[Saved entries]
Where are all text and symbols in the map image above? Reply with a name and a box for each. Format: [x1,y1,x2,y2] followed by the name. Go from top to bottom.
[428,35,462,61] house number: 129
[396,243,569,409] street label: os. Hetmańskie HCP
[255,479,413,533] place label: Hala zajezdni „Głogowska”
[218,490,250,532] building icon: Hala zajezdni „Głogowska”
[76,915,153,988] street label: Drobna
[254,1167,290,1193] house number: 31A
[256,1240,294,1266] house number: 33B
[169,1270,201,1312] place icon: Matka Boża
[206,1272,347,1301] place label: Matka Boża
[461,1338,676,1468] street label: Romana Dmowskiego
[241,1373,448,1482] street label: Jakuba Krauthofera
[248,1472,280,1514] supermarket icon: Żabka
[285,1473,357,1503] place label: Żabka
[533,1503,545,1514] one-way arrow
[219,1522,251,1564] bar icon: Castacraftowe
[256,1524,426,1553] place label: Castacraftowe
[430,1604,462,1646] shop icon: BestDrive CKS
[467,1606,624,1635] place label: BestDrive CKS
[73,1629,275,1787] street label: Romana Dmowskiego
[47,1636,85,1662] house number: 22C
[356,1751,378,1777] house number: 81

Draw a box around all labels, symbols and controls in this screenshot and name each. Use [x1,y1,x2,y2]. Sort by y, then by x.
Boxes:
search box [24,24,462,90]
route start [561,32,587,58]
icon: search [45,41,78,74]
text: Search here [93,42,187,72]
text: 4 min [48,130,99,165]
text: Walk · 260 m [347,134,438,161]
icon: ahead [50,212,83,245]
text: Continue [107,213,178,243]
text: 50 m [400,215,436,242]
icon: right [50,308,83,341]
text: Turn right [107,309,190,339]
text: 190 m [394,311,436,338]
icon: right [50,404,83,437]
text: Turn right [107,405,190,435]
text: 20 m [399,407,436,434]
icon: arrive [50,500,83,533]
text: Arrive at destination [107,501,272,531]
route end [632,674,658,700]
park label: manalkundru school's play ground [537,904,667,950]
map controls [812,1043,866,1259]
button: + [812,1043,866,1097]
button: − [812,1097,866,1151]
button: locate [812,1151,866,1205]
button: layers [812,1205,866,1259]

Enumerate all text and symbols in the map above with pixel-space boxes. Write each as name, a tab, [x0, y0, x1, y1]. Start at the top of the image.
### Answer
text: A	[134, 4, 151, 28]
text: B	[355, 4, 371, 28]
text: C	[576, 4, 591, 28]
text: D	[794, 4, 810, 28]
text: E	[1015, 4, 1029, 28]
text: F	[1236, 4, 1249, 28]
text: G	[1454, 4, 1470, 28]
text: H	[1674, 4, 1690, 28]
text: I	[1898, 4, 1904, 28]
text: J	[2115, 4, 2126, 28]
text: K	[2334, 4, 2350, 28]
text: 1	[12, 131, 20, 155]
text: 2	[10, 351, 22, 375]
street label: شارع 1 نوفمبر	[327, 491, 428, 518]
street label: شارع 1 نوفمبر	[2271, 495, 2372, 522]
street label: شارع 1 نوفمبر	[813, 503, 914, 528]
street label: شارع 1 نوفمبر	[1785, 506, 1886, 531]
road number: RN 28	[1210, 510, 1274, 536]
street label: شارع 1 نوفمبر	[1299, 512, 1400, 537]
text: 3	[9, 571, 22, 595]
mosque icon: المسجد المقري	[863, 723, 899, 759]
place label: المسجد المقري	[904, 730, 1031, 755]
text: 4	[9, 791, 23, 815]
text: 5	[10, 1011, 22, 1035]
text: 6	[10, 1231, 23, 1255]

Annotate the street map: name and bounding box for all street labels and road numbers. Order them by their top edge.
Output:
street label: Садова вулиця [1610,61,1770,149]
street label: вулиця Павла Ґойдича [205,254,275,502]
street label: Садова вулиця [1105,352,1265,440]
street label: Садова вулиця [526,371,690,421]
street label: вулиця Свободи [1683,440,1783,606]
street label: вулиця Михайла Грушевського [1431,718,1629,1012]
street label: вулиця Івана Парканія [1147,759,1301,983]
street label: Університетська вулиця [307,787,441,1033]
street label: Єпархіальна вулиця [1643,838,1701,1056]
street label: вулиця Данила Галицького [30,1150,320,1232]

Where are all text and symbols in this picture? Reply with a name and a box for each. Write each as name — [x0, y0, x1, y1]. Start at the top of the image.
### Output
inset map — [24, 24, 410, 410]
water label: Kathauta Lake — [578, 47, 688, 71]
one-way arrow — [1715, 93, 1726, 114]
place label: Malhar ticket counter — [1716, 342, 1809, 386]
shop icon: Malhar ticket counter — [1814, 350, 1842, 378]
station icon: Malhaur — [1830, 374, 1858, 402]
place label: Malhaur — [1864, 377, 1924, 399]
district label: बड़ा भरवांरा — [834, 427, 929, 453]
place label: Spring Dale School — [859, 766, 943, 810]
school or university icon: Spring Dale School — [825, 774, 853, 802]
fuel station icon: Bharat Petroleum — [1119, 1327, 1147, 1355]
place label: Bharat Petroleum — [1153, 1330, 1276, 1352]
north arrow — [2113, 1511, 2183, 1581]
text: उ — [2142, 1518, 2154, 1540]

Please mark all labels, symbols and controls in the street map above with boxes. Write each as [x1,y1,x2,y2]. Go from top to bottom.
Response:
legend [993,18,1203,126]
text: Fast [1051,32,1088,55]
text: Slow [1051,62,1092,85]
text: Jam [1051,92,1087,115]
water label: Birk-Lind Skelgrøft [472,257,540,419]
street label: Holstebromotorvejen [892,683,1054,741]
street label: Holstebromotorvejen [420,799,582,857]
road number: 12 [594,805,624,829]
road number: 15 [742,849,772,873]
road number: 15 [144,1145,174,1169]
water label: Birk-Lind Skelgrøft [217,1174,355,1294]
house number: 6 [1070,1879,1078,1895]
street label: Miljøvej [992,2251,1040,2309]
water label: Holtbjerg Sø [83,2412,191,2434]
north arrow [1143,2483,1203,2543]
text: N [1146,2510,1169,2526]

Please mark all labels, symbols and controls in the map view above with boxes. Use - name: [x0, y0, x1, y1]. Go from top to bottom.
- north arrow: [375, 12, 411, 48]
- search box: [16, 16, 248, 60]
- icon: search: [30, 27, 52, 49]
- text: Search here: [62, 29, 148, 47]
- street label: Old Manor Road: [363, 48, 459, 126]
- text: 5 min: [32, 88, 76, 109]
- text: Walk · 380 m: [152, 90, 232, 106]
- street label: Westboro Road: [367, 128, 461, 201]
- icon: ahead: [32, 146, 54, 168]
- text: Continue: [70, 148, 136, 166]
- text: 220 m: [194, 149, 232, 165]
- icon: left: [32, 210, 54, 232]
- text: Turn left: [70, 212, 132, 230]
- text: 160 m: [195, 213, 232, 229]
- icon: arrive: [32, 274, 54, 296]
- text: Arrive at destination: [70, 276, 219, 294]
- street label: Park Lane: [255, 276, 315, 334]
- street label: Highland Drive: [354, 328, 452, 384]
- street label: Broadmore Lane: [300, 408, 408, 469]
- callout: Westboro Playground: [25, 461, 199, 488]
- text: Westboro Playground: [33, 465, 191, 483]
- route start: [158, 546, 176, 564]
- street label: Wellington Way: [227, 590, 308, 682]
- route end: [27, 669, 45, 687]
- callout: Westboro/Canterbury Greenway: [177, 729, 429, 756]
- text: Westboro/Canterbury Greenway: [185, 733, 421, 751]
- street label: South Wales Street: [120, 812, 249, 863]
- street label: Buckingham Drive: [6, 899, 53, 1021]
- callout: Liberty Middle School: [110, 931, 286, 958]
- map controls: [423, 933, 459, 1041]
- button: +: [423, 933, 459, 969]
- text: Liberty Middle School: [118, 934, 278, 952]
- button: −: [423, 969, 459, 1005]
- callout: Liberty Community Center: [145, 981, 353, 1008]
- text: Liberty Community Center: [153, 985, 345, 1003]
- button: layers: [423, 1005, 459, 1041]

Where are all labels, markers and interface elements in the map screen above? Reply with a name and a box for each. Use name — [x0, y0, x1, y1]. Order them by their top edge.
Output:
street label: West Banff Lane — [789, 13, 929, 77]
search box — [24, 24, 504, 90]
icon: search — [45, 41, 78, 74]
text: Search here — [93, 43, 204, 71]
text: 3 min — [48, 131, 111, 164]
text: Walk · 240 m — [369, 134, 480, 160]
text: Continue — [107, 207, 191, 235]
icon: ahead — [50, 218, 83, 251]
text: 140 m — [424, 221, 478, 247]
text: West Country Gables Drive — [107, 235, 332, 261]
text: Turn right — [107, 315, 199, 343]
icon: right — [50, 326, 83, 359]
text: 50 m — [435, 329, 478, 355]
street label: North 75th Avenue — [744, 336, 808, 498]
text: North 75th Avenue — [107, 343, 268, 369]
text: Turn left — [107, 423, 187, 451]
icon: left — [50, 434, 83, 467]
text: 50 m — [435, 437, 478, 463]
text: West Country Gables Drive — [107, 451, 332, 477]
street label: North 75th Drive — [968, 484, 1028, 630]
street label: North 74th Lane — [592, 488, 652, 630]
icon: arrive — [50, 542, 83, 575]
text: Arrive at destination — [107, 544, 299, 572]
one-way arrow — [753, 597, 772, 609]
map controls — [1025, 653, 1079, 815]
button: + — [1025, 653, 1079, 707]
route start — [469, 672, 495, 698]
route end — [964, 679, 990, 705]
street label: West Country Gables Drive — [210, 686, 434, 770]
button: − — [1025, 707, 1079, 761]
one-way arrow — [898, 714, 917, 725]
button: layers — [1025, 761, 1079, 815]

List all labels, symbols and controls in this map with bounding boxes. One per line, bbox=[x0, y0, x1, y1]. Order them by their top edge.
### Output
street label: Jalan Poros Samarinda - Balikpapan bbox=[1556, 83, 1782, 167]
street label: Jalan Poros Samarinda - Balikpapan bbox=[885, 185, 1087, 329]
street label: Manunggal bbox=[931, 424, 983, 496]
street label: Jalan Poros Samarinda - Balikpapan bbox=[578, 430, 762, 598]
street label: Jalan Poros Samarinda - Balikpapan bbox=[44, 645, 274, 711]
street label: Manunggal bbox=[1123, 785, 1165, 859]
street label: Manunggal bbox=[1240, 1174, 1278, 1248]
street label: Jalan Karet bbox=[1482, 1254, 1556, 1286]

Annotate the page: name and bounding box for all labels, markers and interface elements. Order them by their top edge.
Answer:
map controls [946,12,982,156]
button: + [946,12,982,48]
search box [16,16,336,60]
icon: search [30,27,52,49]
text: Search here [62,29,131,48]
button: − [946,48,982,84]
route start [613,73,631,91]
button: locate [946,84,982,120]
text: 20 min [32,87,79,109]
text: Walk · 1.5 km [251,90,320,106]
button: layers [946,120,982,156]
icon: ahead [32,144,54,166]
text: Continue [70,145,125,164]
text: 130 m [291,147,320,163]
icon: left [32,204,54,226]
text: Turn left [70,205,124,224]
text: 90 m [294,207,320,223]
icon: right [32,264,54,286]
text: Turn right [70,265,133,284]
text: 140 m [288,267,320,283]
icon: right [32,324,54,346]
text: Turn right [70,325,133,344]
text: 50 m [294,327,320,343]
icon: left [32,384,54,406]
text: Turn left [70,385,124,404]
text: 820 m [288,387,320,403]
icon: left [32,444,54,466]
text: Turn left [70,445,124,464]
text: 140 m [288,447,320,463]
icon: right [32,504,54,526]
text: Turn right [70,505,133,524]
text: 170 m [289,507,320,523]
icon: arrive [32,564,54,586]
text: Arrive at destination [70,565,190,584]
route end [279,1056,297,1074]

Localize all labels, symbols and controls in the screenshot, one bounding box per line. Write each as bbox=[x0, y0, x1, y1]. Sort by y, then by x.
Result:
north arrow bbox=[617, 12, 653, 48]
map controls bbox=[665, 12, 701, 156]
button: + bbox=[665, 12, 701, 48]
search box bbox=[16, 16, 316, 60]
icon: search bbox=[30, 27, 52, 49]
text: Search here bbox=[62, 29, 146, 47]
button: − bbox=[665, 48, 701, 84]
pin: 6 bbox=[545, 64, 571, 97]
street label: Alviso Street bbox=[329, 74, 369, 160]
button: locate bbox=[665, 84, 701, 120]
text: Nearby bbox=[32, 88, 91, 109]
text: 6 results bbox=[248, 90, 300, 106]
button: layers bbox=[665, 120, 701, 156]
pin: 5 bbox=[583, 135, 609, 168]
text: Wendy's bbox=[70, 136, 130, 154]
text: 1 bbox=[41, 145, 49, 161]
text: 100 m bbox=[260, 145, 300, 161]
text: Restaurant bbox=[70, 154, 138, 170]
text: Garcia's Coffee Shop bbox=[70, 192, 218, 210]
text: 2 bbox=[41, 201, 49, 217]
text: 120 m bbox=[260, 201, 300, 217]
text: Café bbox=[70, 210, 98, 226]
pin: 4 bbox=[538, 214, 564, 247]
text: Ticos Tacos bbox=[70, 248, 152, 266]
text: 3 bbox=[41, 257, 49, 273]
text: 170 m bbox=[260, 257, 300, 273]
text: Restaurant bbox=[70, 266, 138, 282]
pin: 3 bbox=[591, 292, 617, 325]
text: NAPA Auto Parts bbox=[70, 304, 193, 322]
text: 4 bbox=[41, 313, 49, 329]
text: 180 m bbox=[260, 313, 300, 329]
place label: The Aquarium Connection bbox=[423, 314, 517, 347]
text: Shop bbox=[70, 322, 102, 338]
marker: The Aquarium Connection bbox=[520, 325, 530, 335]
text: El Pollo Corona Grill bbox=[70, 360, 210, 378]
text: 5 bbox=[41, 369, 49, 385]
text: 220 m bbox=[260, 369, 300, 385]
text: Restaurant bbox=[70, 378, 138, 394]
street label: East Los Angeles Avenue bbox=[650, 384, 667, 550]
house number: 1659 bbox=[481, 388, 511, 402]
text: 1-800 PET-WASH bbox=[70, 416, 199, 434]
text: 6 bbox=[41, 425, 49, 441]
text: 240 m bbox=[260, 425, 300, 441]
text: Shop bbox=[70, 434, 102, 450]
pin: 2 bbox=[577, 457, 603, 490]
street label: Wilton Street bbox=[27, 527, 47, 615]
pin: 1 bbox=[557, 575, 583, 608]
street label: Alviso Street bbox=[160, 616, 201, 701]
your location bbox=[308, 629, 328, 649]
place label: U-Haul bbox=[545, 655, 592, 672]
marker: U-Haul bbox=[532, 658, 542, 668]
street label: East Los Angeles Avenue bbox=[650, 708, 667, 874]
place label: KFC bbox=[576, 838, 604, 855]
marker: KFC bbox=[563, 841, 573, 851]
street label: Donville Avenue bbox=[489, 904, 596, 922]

What you are asked to do: Find all lines holding the word "Castacraftowe" in the records above and copy them.

Response below:
[219,1522,251,1564] bar icon: Castacraftowe
[256,1524,426,1553] place label: Castacraftowe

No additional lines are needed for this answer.